Nel Quarto libro bianco sul razzismo in Italia, ma anche nelle sue edizioni precedenti, scrivevamo che “il razzismo è qualcosa di ben più complesso, diffuso e debordante di un fenomeno misurabile e osservabile con i semplici numeri”. Non potremo mai sapere con certezza quanti sono i casi in cui offese, minacce e aggressioni razziste restano confinate all’esperienza subita dalla vittima, per timore, o quanti sono gli omicidi che “nascondono” un movente razzista.
Potremmo tornare con la memoria ai mesi scorsi, e ricordare quanto accaduto a Macerata, con la tentata stage messa in atto da Luca Traini, o Firenze, con l’omicidio di Idy Diene. Ma potrebbero bastare anche solo i casi di quest’estate. Da Nord a Sud. A Vibo Valentia, dove il sindacalista Soumaila Sacko viene ucciso mentre raccoglie delle lamiere in una fabbrica dismessa. A giugno, a Caserta, dei ragazzi sparano contro due immigrati maliani. A luglio, a Roma, una bambina Rom viene colpita alla schiena con un pallino di gomma. Mentre a Vicenza, un 40enne ferisce con un colpo di carabina un operaio africano al lavoro. Ad agosto, a Pistoia, sono dei ragazzi italiani a sparare un colpo su un giovane del Gambia che sta facendo jogging. A Partinico, a ferragosto sei minori stranieri non accompagnati vengono picchiati da un’intera famiglia. A Mortara, il 1 settembre tre uomini di circa 50 anni aggrediscono un giovane del Benin accusandolo di “non potersi permettere” il monopattino su cui andava. E non ultimo il pestaggio di Sassari di due giorni fa (ne abbiamo parlato qui).
Un fatto è certo.
In Italia, così come in altri paesi europei, le violenze e le discriminazioni razziste sono sempre più frequenti. Affermare che siano o meno in crescita rispetto al passato sulla base dei dati non è possibile per diversi motivi: a) i dati ufficiali disponibili non consentono un’analisi accurata e disaggregata per movente; b) i dati recenti sui reati di matrice razzista del Ministero della Giustizia continuano a non essere accessibili, c) ma soprattutto molte sono le violenze razziste che restano invisibili. Quello che è certo però, e i casi sopra ricordati lo esemplificano molto bene, è che nel 2018 vi è stata una frequenza inusuale di violenze razziste gravi. E questo dovrebbe bastare a riconoscere che nel nostro paese il razzismo c’è e assume forme sempre più violente che hanno conseguenze gravi sulle persone che lo subiscono.

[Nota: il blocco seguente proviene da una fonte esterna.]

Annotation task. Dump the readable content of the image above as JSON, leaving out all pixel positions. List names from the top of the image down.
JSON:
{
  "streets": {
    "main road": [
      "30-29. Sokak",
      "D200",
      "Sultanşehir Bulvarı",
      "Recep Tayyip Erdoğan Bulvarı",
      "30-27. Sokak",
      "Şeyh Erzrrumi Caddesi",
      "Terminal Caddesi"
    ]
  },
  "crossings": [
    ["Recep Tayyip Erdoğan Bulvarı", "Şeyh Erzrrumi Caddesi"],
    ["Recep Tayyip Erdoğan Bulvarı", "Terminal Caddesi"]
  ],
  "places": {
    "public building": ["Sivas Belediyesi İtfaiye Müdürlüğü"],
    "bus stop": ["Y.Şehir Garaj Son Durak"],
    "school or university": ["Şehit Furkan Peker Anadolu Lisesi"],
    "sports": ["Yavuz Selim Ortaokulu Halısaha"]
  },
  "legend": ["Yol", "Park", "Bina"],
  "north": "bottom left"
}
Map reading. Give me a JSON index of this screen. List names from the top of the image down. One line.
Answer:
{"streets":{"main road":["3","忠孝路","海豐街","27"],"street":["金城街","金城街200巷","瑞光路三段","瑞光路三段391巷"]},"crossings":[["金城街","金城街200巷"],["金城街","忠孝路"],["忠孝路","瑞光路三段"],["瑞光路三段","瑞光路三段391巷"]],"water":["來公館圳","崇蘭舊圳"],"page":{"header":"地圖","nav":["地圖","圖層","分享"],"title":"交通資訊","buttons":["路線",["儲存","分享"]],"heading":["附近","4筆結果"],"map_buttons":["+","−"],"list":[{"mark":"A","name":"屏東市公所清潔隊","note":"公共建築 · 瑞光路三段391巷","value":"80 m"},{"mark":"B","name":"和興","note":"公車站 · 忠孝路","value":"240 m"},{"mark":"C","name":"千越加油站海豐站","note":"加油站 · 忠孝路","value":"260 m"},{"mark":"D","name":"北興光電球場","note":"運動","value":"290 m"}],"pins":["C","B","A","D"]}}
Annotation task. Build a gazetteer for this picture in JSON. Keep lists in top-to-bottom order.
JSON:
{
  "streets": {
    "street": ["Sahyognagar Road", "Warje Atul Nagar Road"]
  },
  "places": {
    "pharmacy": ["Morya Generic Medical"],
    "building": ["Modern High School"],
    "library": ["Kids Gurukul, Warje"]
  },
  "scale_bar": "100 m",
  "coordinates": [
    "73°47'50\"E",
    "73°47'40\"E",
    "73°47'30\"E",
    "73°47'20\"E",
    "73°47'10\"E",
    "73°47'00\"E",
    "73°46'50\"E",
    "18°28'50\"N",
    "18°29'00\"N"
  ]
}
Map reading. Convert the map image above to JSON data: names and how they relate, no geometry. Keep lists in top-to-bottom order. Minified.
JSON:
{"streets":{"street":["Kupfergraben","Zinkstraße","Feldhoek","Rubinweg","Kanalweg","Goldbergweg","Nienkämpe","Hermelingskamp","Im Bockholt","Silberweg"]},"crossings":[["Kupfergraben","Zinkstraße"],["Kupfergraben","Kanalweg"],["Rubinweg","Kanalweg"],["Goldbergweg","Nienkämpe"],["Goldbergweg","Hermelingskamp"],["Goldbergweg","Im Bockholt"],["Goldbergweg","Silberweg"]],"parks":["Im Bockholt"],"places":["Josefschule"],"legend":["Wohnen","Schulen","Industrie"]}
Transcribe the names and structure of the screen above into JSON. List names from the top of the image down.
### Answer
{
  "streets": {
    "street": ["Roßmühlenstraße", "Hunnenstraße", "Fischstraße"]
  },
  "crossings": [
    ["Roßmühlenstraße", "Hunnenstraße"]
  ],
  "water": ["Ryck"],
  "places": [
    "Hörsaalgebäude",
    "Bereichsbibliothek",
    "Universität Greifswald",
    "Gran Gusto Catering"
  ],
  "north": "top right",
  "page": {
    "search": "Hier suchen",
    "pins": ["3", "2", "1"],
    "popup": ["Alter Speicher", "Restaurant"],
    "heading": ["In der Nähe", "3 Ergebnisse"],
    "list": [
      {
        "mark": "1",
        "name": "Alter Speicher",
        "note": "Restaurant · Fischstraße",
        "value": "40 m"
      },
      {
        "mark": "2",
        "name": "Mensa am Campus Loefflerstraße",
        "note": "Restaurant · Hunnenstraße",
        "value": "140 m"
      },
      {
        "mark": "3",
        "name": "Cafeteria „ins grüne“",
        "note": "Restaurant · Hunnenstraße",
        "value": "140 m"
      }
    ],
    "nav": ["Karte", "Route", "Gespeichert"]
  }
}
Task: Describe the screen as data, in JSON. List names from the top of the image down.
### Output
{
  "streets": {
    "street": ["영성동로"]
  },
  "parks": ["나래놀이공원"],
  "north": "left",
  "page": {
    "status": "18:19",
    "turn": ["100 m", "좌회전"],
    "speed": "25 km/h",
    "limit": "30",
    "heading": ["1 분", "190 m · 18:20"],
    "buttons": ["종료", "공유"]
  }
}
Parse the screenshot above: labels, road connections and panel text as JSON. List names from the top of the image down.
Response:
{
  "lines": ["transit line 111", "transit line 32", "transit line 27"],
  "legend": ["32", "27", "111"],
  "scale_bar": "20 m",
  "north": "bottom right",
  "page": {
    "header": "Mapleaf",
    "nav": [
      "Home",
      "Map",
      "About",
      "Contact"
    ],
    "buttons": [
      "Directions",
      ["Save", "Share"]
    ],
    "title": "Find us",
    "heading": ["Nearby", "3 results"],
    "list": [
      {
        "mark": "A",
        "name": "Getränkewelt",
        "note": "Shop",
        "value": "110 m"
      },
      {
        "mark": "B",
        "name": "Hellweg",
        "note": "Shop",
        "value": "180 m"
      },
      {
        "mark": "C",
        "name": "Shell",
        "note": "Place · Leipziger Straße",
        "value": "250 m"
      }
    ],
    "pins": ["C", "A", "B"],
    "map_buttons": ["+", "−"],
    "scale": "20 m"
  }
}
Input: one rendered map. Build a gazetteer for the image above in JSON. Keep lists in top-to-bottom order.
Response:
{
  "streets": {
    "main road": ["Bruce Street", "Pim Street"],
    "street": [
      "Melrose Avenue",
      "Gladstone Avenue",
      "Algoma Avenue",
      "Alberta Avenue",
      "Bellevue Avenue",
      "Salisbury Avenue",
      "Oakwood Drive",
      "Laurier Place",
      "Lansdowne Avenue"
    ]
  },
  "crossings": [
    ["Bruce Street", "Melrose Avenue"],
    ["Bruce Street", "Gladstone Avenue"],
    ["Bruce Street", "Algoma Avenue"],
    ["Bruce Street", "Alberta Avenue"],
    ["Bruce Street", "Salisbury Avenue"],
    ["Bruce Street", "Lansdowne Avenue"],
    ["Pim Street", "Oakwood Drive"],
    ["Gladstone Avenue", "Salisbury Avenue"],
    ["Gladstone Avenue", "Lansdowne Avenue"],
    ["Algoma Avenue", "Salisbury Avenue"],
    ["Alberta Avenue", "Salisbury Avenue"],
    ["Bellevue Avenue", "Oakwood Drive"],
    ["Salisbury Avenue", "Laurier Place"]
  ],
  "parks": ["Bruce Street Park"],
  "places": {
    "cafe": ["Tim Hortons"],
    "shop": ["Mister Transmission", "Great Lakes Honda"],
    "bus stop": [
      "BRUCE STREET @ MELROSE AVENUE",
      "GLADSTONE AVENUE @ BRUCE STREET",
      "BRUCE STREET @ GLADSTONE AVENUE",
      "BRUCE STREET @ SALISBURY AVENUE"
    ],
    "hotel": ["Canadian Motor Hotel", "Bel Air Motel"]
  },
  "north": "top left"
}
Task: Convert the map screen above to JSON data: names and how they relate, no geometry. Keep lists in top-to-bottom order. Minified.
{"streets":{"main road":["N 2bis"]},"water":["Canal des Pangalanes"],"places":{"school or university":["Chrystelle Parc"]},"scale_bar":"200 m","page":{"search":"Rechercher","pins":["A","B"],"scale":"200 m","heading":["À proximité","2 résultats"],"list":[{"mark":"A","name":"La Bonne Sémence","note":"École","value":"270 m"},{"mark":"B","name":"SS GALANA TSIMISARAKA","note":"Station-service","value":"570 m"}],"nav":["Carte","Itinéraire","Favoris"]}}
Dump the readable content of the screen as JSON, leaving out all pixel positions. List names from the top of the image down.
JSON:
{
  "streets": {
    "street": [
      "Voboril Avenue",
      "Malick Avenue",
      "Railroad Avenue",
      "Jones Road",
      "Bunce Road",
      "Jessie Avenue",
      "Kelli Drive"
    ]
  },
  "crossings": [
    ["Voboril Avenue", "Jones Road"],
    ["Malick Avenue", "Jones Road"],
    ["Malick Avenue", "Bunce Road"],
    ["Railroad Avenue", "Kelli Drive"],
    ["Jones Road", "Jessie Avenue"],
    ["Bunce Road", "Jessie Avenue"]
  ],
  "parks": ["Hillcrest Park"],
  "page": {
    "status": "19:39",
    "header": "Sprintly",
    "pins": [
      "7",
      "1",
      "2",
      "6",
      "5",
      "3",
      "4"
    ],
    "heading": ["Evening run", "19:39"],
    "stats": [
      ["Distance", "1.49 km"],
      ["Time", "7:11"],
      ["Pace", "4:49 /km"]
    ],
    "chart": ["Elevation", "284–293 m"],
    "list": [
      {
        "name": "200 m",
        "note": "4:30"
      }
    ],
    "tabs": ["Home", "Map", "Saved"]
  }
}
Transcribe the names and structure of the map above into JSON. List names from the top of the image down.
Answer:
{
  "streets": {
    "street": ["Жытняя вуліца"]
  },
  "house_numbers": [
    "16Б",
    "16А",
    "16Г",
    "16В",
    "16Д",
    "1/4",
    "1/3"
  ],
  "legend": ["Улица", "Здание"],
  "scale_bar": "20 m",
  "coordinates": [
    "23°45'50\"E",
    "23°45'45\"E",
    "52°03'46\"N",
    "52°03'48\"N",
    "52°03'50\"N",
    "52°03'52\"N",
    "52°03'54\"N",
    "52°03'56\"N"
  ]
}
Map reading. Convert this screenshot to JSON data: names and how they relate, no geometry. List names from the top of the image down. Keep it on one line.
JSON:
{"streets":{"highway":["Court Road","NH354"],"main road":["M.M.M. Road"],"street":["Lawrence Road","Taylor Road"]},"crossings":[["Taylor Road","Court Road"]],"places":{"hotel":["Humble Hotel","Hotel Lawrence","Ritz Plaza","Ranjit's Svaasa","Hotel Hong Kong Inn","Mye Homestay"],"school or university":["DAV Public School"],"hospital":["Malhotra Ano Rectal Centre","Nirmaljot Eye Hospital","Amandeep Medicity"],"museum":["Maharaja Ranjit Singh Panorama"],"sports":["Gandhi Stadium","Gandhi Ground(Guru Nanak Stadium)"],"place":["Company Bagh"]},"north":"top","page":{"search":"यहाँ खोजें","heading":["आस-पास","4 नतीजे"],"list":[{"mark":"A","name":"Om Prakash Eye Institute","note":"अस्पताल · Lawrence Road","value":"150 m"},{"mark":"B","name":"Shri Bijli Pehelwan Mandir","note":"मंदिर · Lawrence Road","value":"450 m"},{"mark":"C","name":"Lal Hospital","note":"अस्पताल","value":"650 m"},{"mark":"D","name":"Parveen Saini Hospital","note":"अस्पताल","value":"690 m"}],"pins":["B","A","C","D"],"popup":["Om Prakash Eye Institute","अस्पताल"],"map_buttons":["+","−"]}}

Non sono dunque i numeri su cui dovrebbero concentrarsi i media e i vari commentatori, ma sul clima sociale, economico, politico e culturale che genera i mostri che vanno in giro a picchiare “neri”, rom, richiedenti asilo e rifugiati. Ed è un clima che non nasce oggi né è nato il 4 marzo.
Non è certo rimandando al mittente le “accuse” fatte dal Commissario Bachelet con discorsi (“Ragioneremo con gli alleati sull’utilità di continuare a dare questi 100 milioni di euro per finanziare sprechi, mangerie, ruberie per un organismo che vorrebbe venire a dare lezioni agli italiani e poi ha paesi che praticano tortura e pena di morte”, ha dichiarato il Ministro dell’Interno, ndr) che è possibile affrontare il problema con “misure” adeguate.
Il razzismo non è un’“emergenza”, è un fenomeno che ha profonde radici storiche nel nostro paese che qualcuno sembra aver dimenticato. Oggi assume forme più violente rispetto al passato.
Ma le vere emergenze sono la legittimazione istituzionale che ne viene data, l’uso che se ne fa nella retorica politica (sconfinando spesso nella vera e propria istigazione al razzismo) e il grande consenso che sembra trovare in una parte dell’opinione pubblica. Chi derubrica tutto questo citando le statistiche per minimizzare la gravità di quanto accade, ci inganna. E lo sa.